Il est un peu plus de 23h30 jeudi, lorsque la proposition de loi rapportée par Arthur Delaporte est appelée à l'ordre du jour de la journée d'initiative parlementaire du groupe "Socialistes et apparentés". Après la discussion de deux textes dans la matinée (dont un adopté à l'unanimité pour enquêter sur la "vie chère" dans les Outre-mer et un autre pour instaurer le repas à 1 euro pour tous les étudiants dont le rejet a suscité la polémique), un débat électrique sur la proposition de loi concernant EDF et l'adoption à l'unanimité d'une proposition de loi contre sur la protection des enfants victimes de violences intrafamiliales, il reste moins de 30 minutes avant la levée de la séance à minuit pile.

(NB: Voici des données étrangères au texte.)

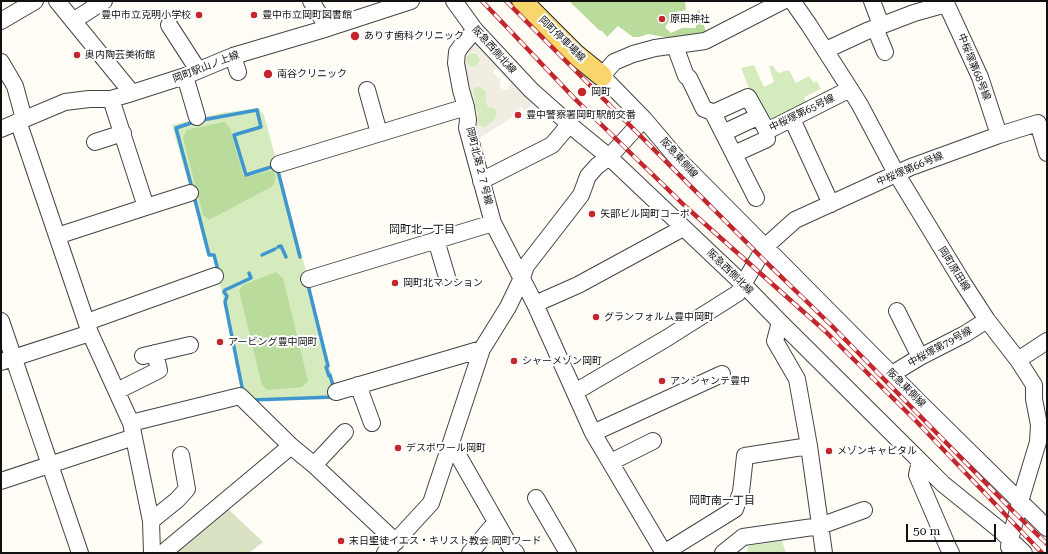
<!DOCTYPE html>
<meta charset="utf-8">
<style>
body{margin:0}
#map{position:relative;width:1048px;height:554px;overflow:hidden;background:#fffdf5;font-family:"Roboto Serif",serif}
canvas{display:block}
.frame{position:absolute;inset:0;border:2px solid #111;pointer-events:none}
.scale{position:absolute;left:906px;top:524px;width:90px;height:18px;box-sizing:border-box;border:2px solid #111;border-top:0;padding-left:5px;font-size:12px;line-height:14px;white-space:nowrap;color:#111;-webkit-text-stroke:3px #fff;paint-order:stroke}
</style>
<div id="map">
<canvas width="1048" height="554"></canvas>
<div class="frame"></div>
<div class="scale">50 m</div>
</div>
<script>
const c = document.querySelector('canvas').getContext('2d');
c.lineJoin = 'round';
function fillPath(path, color) { c.fillStyle = color; c.fill(path, 'evenodd'); }
const toPath = rows => new Path2D(rows.map(r => 'M' + r).join(''));
function strokePath(path, color, width, dash) { c.strokeStyle = color; c.lineWidth = width; c.lineCap = dash ? 'butt' : 'round'; c.setLineDash(dash || []); c.stroke(path); }
function drawText(font, color, halo, rows, align = 'center') {
  c.font = font + ' "Roboto Serif","Noto Sans JP",serif'; c.lineWidth = 4; c.setLineDash([]); c.textBaseline = 'middle'; c.strokeStyle = halo; c.fillStyle = color; for (const [text, x, y, turn = 0] of rows) {
    c.save(); c.translate(x, y); c.rotate((+turn || 0) * Math.PI / 180); c.textAlign = isNaN(turn) ? turn : align; if (halo) c.strokeText(text, 0, 0); c.fillText(text, 0, 0); c.restore();
  }
}
fillPath(toPath([
 '466 60a7 7 0 1 1 14 0a7 7 0 1 1-14 0Z',
 [754,65,764,87,774,82,769,66,773,66,778,73,789,70,796,83,809,76,814,83,817,81,821,89,804,97,808,106,767,126,750,91,741,68],
 [476,86,480,87,486,91,487,97,497,112,495,120,484,128,479,126,477,120,478,114,475,106,473,90],
 [259,108,264,115,307,275,337,397,249,400,242,388,214,256,209,256,172,125,221,113],
 [782,541,786,553,747,553,748,546]
]), '#d5ebbd');
fillPath(toPath([
 [569,1,685,1,686,10,676,12,665,27,671,33,682,28,696,28,695,14,699,9,706,32,700,34,671,38,648,34,639,37,633,37,618,26,607,37,602,31,599,30],
 [224,122,230,128,243,175,247,177,268,171,273,171,276,178,273,186,209,220,203,215,183,138,186,130],
 [276,272,283,278,308,381,302,387,267,390,262,385,239,291,243,285]
]), '#b9dc9c');
fillPath(toPath([
 [227,508,263,542,249,553,172,553]
]), '#d9e3c4');
fillPath(toPath([
 [478,41,485,50,488,56,508,77,514,79,535,102,526,111,521,107,511,118,475,141,460,53,465,47],
 [475,52,480,56,480,61,477,66,472,67,467,63,466,58,469,53],
 [496,69,510,82,510,85,509,89,506,90,502,89,500,87,500,79,493,73,494,70],
 [476,86,481,87,486,91,487,97,485,101,488,107,494,108,497,112,495,120,484,127,479,125,477,120,478,114,475,106,473,90]
]), '#f1ede2');
strokePath(toPath([
 [192,188,176,128,197,121,257,110,261,127,234,135,246,175,271,167,278,171,300,257],
 [194,196,209,255,214,255,218,270],
 [278,247,281,246,286,257],
 [262,255,275,249],
 [308,285,328,366,326,367,329,376,330,375,334,389],
 [244,391,242,387,225,302,227,296,224,292,225,290,251,278,249,273],
 [252,400,334,397]
]), '#3f96cf', 3.5);
const minor = toPath([
 [57,1,132,93],
 [311,1,328,28],
 [454,1,475,30,531,90,576,130,609,157,743,284,780,322,920,461,943,484,1000,530,1024,553],
 [783,1,705,41,655,48,633,54,614,62,602,76,644,119,677,158,921,404,1047,528],
 [791,1,793,2,809,25,850,89,860,105,896,173,963,283,987,320,1018,360,1034,385,1034,399,1039,425,1038,442,1022,495,1010,540,1009,547],
 [872,1,881,25],
 [945,1,980,77,999,135],
 [1,21,35,1],
 [73,21,104,1],
 [169,25,198,70],
 [875,28,885,52],
 [475,30,462,45,457,52,456,63,461,90,466,107,468,120,467,128,493,223,535,304,593,433,664,553,735,509,741,492,745,456,809,446],
 [675,46,686,76,689,78,704,109,710,111,713,113,748,97,767,131,850,89],
 [826,50,867,31,914,13,946,4],
 [233,56,238,72],
 [1,62,15,86,24,119],
 [185,76,197,117],
 [367,90,379,133],
 [111,99,146,207],
 [713,113,756,198],
 [792,119,831,204],
 [18,121,90,333,131,423,151,521,152,553],
 [1,129,65,102,89,99,111,99,132,93,185,76,233,56,328,28,411,1],
 [723,133,755,118],
 [95,142,123,133],
 [734,154,767,139],
 [279,164,466,107],
 [481,181,552,145,569,125],
 [57,236,146,207,190,193],
 [436,240,447,277],
 [309,279,493,223],
 [535,304,578,285,683,228],
 [897,311,920,357],
 [1,321,80,553],
 [87,322,215,276],
 [780,322,775,341,797,379,809,446,824,553],
 [143,356,190,345],
 [1018,360,1047,341],
 [1,362,90,333],
 [892,374,920,357,965,334,987,320],
 [358,385,372,423],
 [117,391,159,370,155,353],
 [336,392,482,349],
 [575,392,667,338,738,293,765,247,795,220,911,167,999,135,1038,123,1047,153],
 [131,423,240,396,291,446,314,465,396,542],
 [593,433,722,374],
 [451,443,511,548,516,553],
 [920,461,917,475,948,547,951,553],
 [611,462,653,441],
 [314,465,345,432],
 [1,481,134,437],
 [536,498,568,553],
 [151,521,177,500,187,489,181,455],
 [163,553,291,446],
 [385,553,431,503,482,349,508,307,522,278,526,266,581,195,588,176,597,166,609,157,644,119],
 [470,553,496,522],
 [723,553,743,537,820,526,864,510]
]);
const major = toPath([
 [522,1,575,54,602,76]
]);
strokePath(minor, '#444', 18);
strokePath(major, '#222', 22);
strokePath(minor, '#fff', 16);
strokePath(major, '#f9d66b', 20);
const rail = toPath([
 [482,1,575,99,686,207,825,331,917,422,1042,553],
 [506,1,770,266,831,325,1014,512,1047,544]
]);
strokePath(rail, '#c4262e', 4.5);
strokePath(rail, '#fff', 3, [9]);
for (const [x, y, r, color] of [
 [199,15,4,"#c4262e"],
 [254,15,4,"#c4262e"],
 [662,19,4,"#c4262e"],
 [355,36,5,"#c4262e"],
 [77,55,4,"#c4262e"],
 [268,74,5,"#c4262e"],
 [582,92,5,"#c4262e"],
 [518,115,4,"#c4262e"],
 [592,214,4,"#c4262e"],
 [395,283,4,"#c4262e"],
 [596,317,4,"#c4262e"],
 [220,342,4,"#c4262e"],
 [514,361,4,"#c4262e"],
 [662,381,4,"#c4262e"],
 [398,448,4,"#c4262e"],
 [829,451,4,"#c4262e"],
 [341,541,4,"#c4262e"]
]) { const dot = new Path2D(); dot.arc(x, y, r, 0, 2 * Math.PI); c.fillStyle = color; c.fill(dot); strokePath(dot, '#fff', 1.5); }
drawText('10px', '#111', '#fff', [
 ["豊中市立克明小学校",191,15,"right"],
 ["豊中市立岡町図書館",262,15],
 ["原田神社",670,19],
 ["ありす歯科クリニック",364,36],
 ["奥内陶芸美術館",85,55],
 ["南谷クリニック",277,74],
 ["岡町",591,92],
 ["豊中警察署岡町駅前交番",526,115],
 ["矢部ビル岡町コーポ",600,214],
 ["岡町北マンション",403,283],
 ["グランフォルム豊中岡町",604,317],
 ["アービング豊中岡町",228,342],
 ["シャーメゾン岡町",522,361],
 ["アンシャンテ豊中",670,381],
 ["デスポワール岡町",406,448],
 ["メゾンキャピタル",837,451],
 ["末日聖徒イエス・キリスト教会 岡町ワード",349,541]
], 'left');
drawText('10px', '#111', '#fff', [
 ["岡町停車場線",562,39,44],
 ["阪急西側北線",494,50,48],
 ["岡町駅山ノ上線",206,67,-21],
 ["中桜塚第68号線",974,67,68],
 ["中桜塚第65号線",802,113,-26],
 ["阪急東側線",679,158,48],
 ["岡町北第２７号線",479,166,76],
 ["中桜塚第66号線",910,169,-23],
 ["岡町原田線",954,269,58],
 ["阪急西側北線",730,272,44],
 ["中桜塚第79号線",940,347,-29],
 ["阪急東側線",906,388,45]
]);
drawText('11px', '#111', '#fff', [
 ["岡町北一丁目",422,230],
 ["岡町南一丁目",722,501]
]);
</script>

Choix est alors fait par Arthur Delaporte de retirer sa proposition de loi. Dans un communiqué de presse publié quelques minutes après le retrait, le député constate que "le temps dédié à la journée de la 'niche' et l'obstruction des textes examinés plus tôt dans la journée n'ont pas permis d'aller jusqu'à pouvoir examiner les amendements déposés pour la séance sur ce texte". Ce faisant, le groupe présidé par Boris Vallaud voulait faire adopter un autre texte dans le peu de temps restant : une proposition de loi destinée à renforcer l'ordonnance de protection des femmes victimes de violences conjugales, qui a été adoptée sur le gong à minuit, à l'unanimité.
La proposition de loi portée par Arthur Delaporte s'inscrivait dans la continuité des initiatives ayant éclos ces derniers mois, notamment une proposition déposée par le groupe "Ecologiste" et le groupe "La France insoumise". Après le retrait de la proposition de loi socialiste, la volonté de légiférer sur le sujet se poursuivra par le truchement d'un texte déposé fin janvier par Arthur Delaporte et Stéphane Vojetta "visant à lutter contre les arnaques et les dérives des influenceurs sur les réseaux sociaux".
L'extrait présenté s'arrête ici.